Cependant, il faut encore accomplir beaucoup de travail pour que leur légitimité soit améliorée et encourager de futurs lanceurs d'alerte à leur emboîter le pas.
« Le problème réside toujours dans le fait que la culture et la psychologie d'entreprise ne favorise pas la dénonciation », analyse Hervé Stolowy.
« Les entreprises doivent faire des efforts pour changer la situation et permettre aux lanceurs d'alertes d'être mieux acceptés. Elles doivent également mettre en place des procédures qui facilitent leur action ».

Méthodologie
Méthodologie

Hervé Stolowy, Luc Paugam, Yves Gendron et Jodie Moll ont analysé les discours de 7 lanceurs d'alerte afin d'identifier les éléments qui leur ont permis de gagner en légitimité.
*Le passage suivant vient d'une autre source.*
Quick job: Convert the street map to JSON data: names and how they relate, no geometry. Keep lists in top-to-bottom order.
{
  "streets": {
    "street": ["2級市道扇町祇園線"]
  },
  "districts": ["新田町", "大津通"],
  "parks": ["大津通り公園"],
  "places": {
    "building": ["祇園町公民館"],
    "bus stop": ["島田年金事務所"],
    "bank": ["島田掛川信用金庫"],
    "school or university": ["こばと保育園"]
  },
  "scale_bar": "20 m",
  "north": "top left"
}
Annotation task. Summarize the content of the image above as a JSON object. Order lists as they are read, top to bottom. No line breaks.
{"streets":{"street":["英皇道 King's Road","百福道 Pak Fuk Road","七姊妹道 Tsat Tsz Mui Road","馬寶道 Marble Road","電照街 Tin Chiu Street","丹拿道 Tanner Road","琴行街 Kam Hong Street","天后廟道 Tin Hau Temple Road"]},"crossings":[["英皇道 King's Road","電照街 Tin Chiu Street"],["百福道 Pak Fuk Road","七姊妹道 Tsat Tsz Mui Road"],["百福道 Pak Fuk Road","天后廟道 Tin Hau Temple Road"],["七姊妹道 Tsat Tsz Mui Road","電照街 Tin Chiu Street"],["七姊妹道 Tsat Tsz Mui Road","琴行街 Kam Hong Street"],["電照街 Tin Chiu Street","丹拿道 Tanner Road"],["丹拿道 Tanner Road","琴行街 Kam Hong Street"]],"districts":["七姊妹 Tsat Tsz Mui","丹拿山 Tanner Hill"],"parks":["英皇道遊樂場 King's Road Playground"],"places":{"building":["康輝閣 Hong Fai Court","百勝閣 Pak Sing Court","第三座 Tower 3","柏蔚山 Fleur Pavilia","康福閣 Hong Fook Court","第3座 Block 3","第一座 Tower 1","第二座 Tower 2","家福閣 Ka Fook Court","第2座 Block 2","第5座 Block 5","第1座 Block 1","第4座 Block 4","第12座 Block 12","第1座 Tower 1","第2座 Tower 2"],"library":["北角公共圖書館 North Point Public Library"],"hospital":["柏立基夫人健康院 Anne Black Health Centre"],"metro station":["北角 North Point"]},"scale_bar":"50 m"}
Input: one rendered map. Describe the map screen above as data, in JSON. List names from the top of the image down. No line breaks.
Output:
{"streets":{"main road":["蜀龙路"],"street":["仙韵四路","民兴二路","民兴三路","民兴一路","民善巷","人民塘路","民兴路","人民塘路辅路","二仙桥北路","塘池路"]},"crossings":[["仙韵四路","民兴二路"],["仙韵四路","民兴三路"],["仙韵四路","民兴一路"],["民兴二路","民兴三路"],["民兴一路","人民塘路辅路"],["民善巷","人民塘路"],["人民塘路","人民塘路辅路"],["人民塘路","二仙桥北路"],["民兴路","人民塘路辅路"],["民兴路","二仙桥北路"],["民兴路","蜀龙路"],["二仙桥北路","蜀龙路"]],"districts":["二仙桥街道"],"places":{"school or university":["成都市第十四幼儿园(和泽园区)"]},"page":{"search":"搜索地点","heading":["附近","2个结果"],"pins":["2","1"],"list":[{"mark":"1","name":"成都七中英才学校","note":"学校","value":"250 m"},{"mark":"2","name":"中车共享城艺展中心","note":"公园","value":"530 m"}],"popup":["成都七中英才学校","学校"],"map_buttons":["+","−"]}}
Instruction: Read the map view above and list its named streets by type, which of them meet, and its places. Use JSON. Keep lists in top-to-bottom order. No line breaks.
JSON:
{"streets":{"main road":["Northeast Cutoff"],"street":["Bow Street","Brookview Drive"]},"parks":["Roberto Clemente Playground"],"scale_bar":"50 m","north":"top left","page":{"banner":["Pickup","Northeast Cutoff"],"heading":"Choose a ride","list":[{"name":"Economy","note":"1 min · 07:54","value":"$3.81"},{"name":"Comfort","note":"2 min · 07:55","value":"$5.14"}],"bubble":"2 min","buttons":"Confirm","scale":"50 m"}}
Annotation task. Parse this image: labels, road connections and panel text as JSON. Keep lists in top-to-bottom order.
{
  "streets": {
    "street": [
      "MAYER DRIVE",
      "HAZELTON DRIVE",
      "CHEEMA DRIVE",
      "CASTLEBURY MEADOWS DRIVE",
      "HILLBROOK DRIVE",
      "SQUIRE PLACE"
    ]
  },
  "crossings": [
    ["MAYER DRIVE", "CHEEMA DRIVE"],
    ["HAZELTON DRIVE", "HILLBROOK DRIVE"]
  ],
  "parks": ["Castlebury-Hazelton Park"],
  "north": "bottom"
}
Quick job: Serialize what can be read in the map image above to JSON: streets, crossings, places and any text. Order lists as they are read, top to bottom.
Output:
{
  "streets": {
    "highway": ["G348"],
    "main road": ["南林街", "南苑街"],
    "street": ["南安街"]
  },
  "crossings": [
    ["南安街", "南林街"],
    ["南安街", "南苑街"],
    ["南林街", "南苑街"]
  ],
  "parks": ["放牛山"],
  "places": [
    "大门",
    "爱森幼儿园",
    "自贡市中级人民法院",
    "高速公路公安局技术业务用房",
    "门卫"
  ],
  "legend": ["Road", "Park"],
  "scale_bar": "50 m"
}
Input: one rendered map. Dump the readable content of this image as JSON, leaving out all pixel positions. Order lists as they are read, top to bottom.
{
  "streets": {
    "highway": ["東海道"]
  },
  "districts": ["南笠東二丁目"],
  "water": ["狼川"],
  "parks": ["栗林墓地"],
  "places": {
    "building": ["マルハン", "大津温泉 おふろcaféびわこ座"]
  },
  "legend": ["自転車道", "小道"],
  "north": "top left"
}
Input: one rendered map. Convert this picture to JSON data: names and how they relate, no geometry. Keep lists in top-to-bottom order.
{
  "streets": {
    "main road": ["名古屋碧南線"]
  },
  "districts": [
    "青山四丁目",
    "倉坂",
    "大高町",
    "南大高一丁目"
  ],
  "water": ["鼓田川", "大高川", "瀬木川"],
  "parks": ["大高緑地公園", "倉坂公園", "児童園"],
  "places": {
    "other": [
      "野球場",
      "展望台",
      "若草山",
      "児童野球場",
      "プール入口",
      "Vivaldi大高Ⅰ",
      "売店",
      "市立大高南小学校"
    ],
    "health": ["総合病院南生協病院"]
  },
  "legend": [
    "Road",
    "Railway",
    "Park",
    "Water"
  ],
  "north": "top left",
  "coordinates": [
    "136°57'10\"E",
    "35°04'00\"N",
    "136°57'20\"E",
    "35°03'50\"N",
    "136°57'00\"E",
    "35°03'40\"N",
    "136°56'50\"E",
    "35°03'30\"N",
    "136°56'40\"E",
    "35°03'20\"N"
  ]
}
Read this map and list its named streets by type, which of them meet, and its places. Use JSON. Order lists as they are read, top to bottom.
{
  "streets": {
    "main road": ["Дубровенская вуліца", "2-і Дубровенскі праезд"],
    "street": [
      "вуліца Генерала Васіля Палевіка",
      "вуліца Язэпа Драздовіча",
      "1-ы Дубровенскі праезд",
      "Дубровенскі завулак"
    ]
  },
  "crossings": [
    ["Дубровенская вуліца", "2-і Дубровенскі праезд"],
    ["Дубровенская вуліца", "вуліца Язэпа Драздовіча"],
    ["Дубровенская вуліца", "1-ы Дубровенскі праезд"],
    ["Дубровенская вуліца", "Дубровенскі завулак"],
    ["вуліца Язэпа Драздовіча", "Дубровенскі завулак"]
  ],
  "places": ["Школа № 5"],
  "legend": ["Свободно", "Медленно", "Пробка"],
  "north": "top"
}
Dans chaque cas, le récit du lanceur d'alerte était retranscrit dans des livres ou sous forme d'enregistrement de présentations ou de conférences. 4 lanceurs d'alerte étaient également interrogés directement par l'équipe.

En outre, l'équipe de recherche a analysé plus de 1 600 articles de presse relatifs aux cas étudiés, ce qui leur a permis d'évaluer la résonance des récits des lanceurs d'alerte dans les médias.